Requirement: Please set down the data word for word; images do not go in the copy.

Data block:
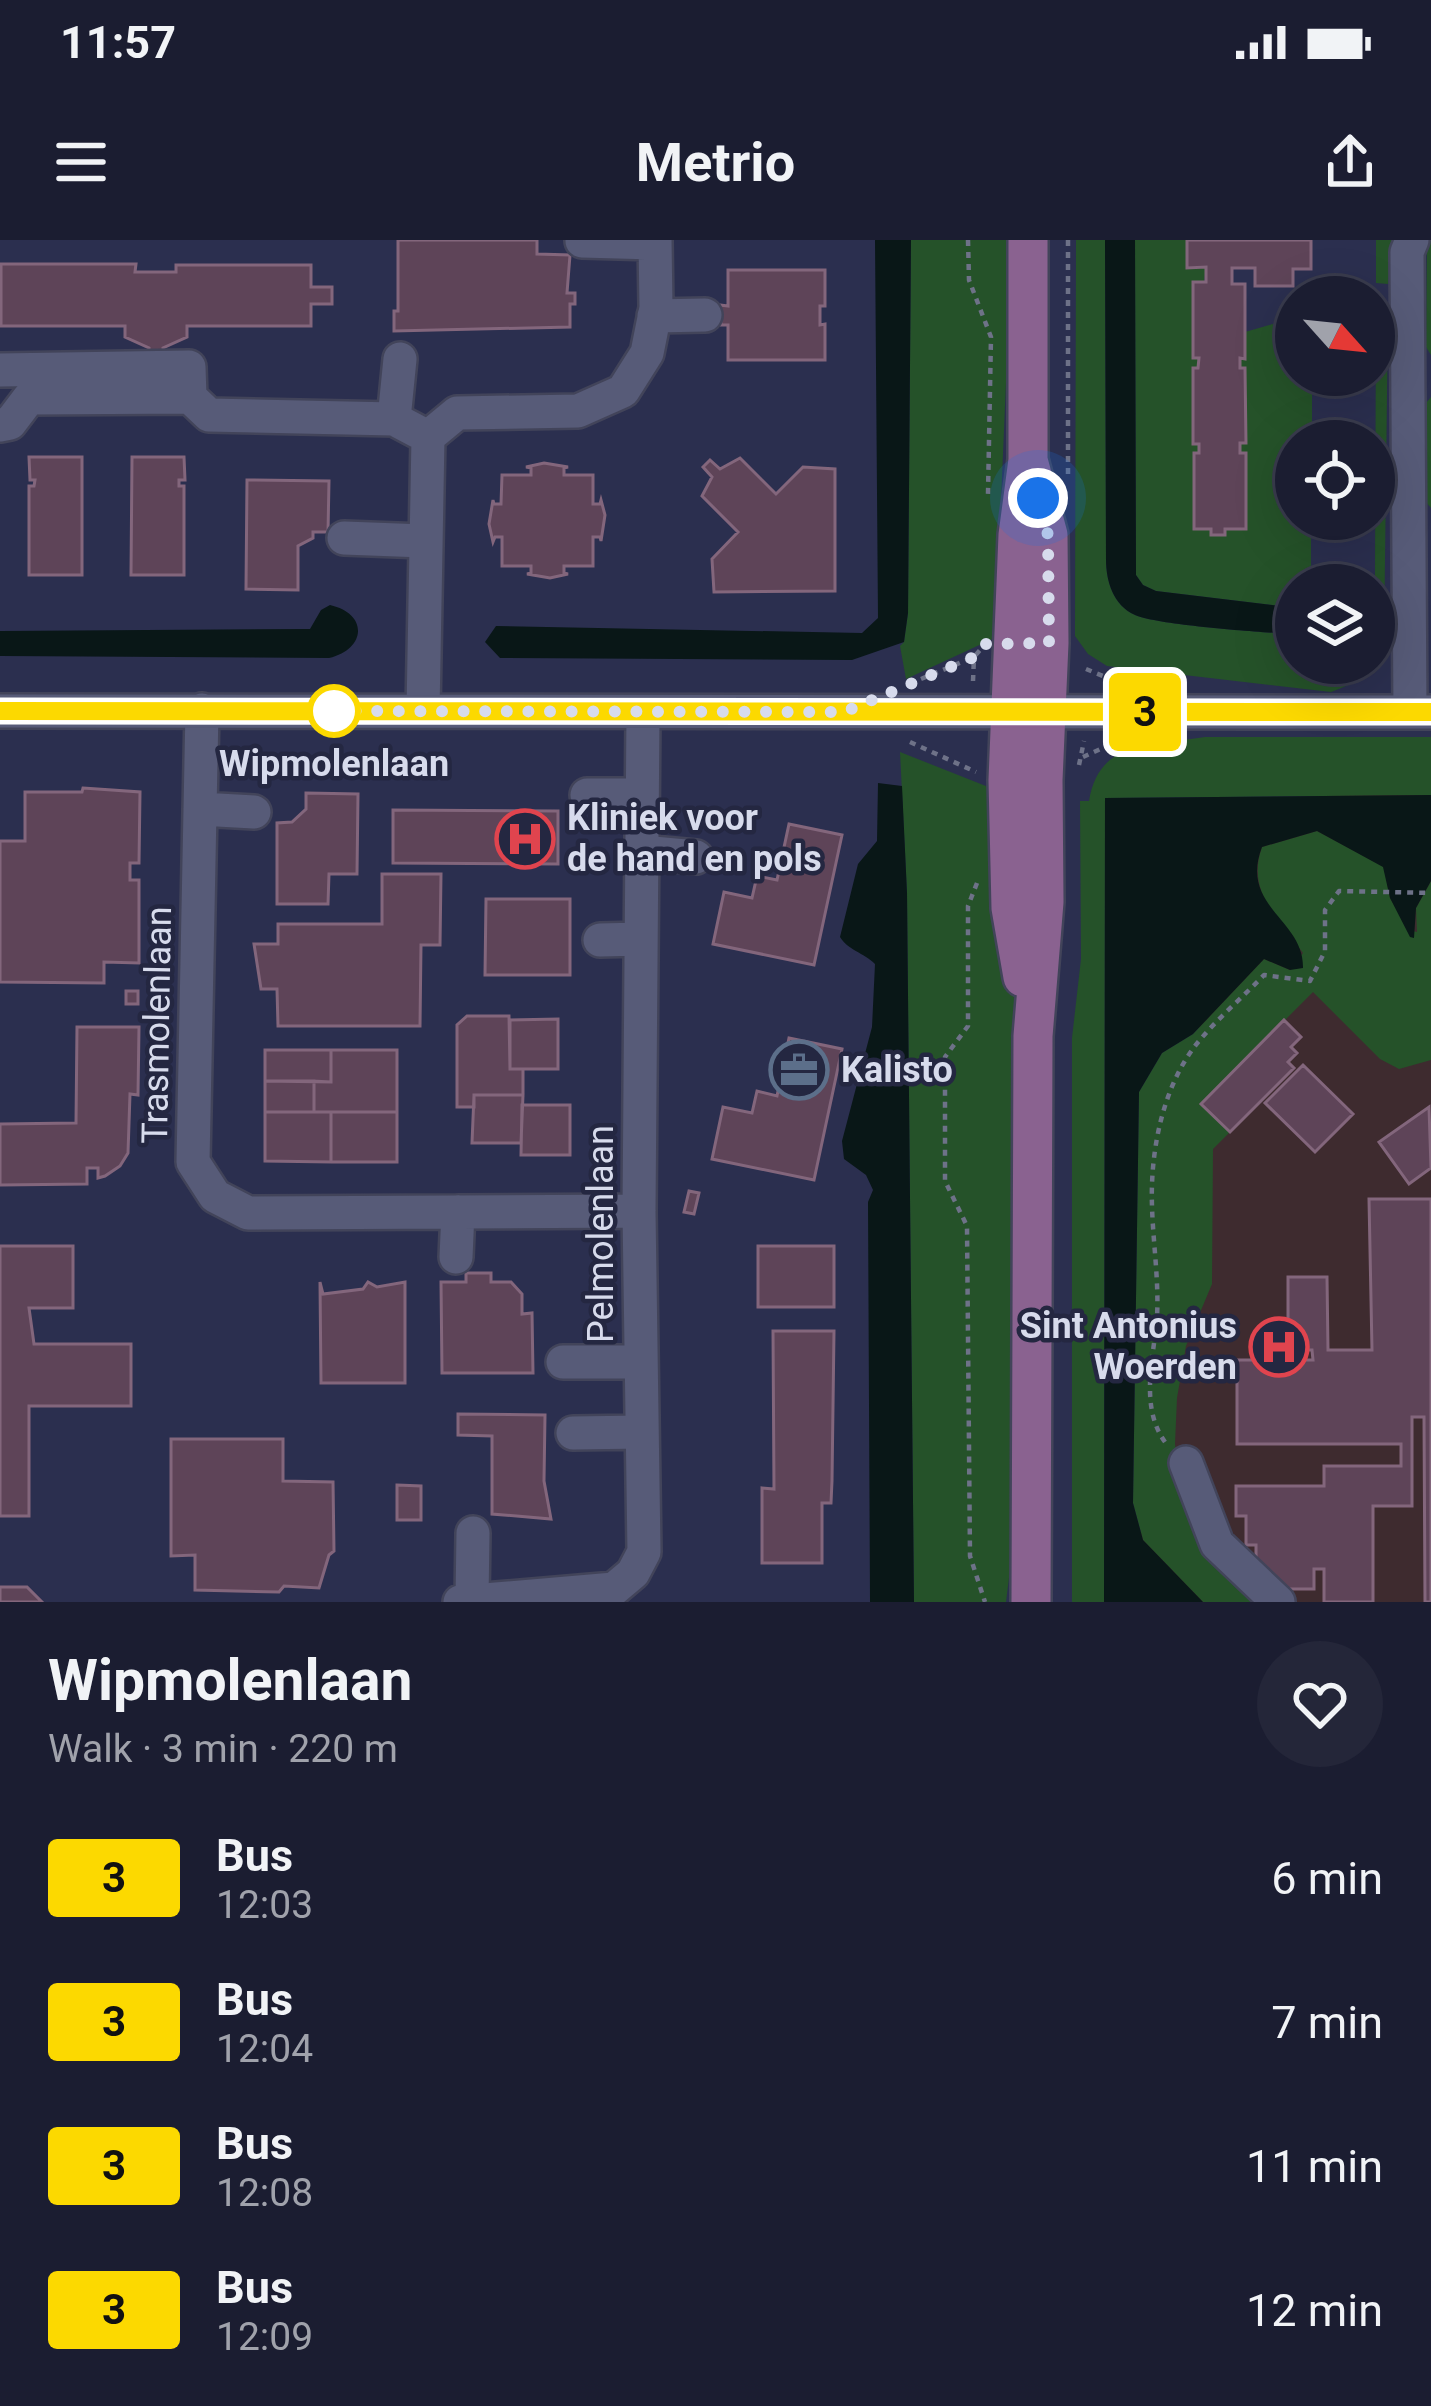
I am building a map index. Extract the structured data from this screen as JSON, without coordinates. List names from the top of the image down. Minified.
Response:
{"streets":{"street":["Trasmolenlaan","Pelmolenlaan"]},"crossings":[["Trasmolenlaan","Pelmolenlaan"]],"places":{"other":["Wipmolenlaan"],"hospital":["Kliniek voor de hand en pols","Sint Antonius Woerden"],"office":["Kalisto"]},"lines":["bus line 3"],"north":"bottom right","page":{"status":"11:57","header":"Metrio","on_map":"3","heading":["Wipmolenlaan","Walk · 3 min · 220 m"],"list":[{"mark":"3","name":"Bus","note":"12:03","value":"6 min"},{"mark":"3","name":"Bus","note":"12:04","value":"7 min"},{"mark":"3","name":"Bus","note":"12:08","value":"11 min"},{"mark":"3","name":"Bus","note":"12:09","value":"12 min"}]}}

Output for this exercise:
I am building a map index. Extract the structured data from this screen as JSON, without coordinates. List names from the top of the image down. Minified.
Response:
{"streets":{"street":["Trasmolenlaan","Pelmolenlaan"]},"crossings":[["Trasmolenlaan","Pelmolenlaan"]],"places":{"other":["Wipmolenlaan"],"hospital":["Kliniek voor de hand en pols","Sint Antonius Woerden"],"office":["Kalisto"]},"lines":["bus line 3"],"north":"bottom right","page":{"status":"11:57","header":"Metrio","on_map":"3","heading":["Wipmolenlaan","Walk · 3 min · 220 m"],"list":[{"mark":"3","name":"Bus","note":"12:03","value":"6 min"},{"mark":"3","name":"Bus","note":"12:04","value":"7 min"},{"mark":"3","name":"Bus","note":"12:08","value":"11 min"},{"mark":"3","name":"Bus","note":"12:09","value":"12 min"}]}}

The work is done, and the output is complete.